### What you will do
Once you find the line that contains "For a GIS import: What" in the entries below, give it again along with every following line, unchanged, through the final one.

=== Data extracts ===

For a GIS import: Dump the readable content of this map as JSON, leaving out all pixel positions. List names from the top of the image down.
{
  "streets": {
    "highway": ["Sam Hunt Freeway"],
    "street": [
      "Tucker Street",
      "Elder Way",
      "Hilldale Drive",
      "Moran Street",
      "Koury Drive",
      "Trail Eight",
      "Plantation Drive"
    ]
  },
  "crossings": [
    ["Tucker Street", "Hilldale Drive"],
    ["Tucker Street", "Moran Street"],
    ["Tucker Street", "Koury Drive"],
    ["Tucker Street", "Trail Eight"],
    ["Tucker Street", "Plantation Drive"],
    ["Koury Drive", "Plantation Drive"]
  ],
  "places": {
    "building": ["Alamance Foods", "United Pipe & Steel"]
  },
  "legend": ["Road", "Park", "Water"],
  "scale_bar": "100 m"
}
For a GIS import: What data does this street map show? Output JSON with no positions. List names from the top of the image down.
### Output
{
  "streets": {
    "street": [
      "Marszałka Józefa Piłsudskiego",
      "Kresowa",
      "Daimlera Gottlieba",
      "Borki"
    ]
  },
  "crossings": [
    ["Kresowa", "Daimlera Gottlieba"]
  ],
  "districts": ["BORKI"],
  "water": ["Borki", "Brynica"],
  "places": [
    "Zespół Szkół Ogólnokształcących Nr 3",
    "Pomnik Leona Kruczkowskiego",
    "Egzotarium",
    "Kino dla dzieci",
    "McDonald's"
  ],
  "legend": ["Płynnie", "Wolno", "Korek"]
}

===

### The completed task
For a GIS import: What data does this street map show? Output JSON with no positions. List names from the top of the image down.
### Output
{
  "streets": {
    "street": [
      "Marszałka Józefa Piłsudskiego",
      "Kresowa",
      "Daimlera Gottlieba",
      "Borki"
    ]
  },
  "crossings": [
    ["Kresowa", "Daimlera Gottlieba"]
  ],
  "districts": ["BORKI"],
  "water": ["Borki", "Brynica"],
  "places": [
    "Zespół Szkół Ogólnokształcących Nr 3",
    "Pomnik Leona Kruczkowskiego",
    "Egzotarium",
    "Kino dla dzieci",
    "McDonald's"
  ],
  "legend": ["Płynnie", "Wolno", "Korek"]
}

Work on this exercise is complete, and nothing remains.